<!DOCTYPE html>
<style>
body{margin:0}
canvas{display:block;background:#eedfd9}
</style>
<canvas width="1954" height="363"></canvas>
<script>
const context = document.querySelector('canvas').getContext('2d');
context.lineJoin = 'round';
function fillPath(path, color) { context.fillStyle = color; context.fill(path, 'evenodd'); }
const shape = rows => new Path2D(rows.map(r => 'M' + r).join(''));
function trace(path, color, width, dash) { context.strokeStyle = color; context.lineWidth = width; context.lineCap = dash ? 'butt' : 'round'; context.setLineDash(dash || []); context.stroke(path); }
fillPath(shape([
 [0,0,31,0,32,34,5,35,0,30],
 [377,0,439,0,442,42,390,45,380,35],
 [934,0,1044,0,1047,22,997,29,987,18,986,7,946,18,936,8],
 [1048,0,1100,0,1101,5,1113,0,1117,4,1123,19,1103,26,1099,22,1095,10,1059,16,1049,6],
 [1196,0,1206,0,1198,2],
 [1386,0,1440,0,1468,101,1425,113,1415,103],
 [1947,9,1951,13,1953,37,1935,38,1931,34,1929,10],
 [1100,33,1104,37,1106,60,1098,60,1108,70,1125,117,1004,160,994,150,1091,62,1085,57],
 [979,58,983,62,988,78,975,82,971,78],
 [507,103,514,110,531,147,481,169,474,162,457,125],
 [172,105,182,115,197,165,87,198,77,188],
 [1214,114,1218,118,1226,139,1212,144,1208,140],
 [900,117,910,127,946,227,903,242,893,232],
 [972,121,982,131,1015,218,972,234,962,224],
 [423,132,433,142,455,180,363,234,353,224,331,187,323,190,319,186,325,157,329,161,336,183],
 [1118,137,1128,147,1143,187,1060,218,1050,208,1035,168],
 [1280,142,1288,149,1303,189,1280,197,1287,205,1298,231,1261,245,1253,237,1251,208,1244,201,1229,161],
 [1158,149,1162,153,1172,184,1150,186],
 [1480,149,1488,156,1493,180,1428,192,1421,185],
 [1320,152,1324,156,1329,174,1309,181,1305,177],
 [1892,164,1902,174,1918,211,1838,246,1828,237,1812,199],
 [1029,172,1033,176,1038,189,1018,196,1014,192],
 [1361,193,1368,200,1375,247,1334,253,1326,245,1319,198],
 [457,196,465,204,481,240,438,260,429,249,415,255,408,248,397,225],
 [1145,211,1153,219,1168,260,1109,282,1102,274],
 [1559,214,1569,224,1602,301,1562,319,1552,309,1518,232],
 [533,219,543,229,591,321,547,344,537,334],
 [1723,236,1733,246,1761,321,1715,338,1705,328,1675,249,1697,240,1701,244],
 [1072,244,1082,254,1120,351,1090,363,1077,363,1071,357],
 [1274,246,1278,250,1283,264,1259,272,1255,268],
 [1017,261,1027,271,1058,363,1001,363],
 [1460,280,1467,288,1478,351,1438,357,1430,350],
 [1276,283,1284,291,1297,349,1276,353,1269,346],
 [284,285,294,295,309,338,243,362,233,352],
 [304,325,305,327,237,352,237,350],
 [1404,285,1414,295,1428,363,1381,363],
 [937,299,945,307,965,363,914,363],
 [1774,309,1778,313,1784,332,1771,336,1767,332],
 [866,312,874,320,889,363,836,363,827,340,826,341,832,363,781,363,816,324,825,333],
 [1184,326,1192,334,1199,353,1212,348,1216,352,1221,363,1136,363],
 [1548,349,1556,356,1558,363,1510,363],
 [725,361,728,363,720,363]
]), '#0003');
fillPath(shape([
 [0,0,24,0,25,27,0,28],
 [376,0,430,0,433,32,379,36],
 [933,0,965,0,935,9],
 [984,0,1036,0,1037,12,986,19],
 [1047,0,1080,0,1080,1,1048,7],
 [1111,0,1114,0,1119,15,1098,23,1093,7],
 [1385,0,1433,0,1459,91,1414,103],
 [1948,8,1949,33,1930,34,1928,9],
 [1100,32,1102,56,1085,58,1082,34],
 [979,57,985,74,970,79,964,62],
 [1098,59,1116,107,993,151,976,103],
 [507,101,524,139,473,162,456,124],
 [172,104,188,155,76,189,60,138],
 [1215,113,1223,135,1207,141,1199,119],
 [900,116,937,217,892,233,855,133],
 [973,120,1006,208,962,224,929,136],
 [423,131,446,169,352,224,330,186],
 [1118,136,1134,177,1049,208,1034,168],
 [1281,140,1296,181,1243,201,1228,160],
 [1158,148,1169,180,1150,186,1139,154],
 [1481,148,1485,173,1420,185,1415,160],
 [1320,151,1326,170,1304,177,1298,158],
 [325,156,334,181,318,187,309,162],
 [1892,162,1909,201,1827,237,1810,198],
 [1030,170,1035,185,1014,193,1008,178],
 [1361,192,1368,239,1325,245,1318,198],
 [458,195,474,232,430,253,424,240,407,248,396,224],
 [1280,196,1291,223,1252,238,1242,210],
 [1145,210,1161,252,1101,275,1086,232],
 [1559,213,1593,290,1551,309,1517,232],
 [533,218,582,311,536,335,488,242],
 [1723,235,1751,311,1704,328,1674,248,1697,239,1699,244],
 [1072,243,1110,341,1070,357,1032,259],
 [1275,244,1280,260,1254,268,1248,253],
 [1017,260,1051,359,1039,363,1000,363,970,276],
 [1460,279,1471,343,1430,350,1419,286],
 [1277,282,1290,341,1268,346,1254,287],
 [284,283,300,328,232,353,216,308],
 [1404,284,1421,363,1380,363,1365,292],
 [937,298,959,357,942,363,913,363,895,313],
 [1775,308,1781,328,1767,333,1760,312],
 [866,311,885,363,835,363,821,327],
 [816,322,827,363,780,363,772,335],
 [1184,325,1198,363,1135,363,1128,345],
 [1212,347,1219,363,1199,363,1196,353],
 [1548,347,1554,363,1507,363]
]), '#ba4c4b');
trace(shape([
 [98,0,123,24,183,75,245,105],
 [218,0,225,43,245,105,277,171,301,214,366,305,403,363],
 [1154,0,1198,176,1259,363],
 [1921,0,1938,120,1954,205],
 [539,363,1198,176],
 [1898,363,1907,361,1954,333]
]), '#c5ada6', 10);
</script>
━━━
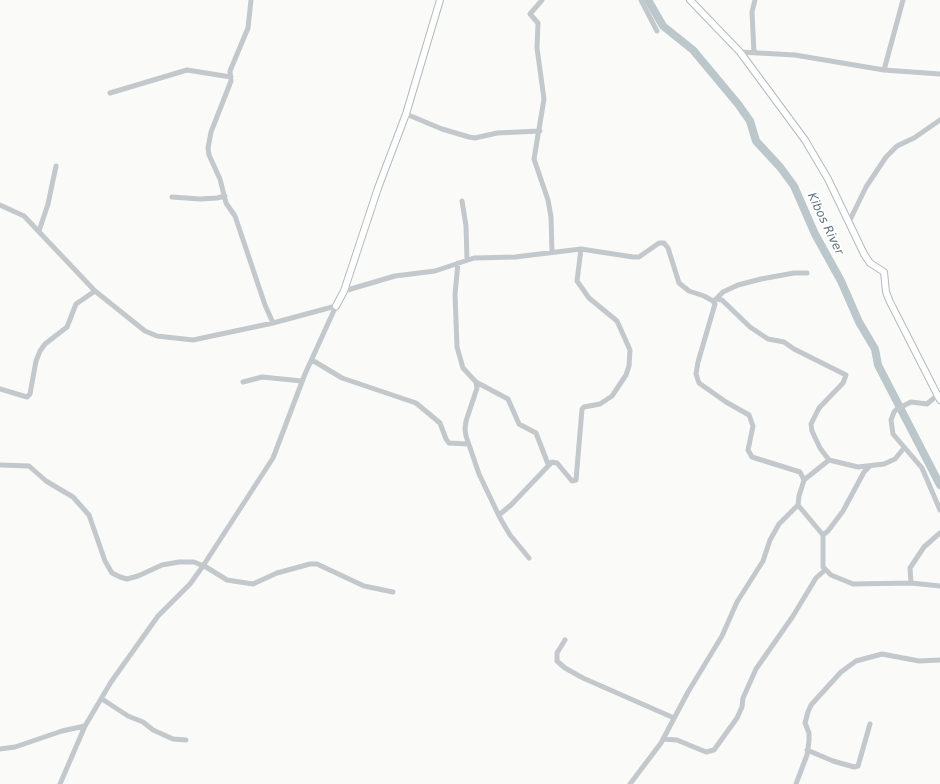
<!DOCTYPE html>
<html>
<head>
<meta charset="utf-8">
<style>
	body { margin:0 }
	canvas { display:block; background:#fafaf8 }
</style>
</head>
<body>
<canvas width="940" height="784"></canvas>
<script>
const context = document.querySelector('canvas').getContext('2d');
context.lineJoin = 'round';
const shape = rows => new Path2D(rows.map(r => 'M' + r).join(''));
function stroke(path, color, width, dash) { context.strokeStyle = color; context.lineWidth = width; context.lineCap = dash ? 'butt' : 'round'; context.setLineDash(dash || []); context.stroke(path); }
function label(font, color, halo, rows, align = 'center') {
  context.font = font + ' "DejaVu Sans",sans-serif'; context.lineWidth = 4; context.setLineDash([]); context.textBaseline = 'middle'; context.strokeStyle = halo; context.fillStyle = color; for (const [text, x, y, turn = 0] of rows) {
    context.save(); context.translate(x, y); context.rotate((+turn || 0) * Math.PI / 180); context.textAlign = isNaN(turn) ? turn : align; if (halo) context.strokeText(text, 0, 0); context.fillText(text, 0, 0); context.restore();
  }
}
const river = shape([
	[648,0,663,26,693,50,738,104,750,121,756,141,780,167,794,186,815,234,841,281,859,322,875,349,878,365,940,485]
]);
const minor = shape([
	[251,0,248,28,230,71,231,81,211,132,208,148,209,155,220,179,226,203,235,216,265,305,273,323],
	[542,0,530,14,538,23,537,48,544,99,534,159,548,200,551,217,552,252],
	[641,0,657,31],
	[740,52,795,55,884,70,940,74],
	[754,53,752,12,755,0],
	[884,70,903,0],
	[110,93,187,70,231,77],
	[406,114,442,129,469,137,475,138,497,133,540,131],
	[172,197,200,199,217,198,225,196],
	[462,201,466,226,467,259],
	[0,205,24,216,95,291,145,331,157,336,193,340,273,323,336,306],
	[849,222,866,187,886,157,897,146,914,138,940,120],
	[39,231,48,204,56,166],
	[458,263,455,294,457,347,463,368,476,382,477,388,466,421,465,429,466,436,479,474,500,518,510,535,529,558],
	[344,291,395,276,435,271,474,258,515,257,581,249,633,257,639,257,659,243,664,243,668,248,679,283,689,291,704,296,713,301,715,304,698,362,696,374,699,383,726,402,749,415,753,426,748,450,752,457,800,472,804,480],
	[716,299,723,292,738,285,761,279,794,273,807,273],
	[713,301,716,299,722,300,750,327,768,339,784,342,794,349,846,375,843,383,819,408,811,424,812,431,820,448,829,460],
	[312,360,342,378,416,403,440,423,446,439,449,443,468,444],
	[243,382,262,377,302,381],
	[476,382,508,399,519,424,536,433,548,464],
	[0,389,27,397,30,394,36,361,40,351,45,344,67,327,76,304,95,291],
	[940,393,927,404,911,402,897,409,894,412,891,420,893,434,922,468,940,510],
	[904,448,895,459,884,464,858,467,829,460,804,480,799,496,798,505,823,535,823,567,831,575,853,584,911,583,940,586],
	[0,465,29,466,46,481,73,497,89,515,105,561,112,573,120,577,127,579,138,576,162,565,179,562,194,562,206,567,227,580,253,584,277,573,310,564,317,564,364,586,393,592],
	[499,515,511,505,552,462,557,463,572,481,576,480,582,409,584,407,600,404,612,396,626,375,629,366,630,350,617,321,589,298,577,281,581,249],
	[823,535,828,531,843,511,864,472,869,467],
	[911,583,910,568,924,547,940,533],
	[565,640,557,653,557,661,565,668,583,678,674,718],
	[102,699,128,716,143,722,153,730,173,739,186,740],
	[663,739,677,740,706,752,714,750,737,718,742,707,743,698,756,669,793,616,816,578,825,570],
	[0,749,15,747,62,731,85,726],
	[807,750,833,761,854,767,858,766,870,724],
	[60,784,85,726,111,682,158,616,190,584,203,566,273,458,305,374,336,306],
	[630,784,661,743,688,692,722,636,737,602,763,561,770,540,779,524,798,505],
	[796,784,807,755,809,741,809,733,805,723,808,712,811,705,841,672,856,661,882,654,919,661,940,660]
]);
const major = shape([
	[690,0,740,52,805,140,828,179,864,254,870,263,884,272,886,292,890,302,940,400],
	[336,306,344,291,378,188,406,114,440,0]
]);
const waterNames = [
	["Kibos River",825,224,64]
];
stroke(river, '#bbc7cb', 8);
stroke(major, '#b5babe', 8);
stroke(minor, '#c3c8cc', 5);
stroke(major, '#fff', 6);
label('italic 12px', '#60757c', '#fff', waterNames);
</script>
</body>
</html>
━━━
» EXERCISE DIRECTIONS:
Go through the material and select each line with the string "align" in it.

» THE COMPLETED TASK:
function label(font, color, halo, rows, align = 'center') {
    context.save(); context.translate(x, y); context.rotate((+turn || 0) * Math.PI / 180); context.textAlign = isNaN(turn) ? turn : align; if (halo) context.strokeText(text, 0, 0); context.fillText(text, 0, 0); context.restore();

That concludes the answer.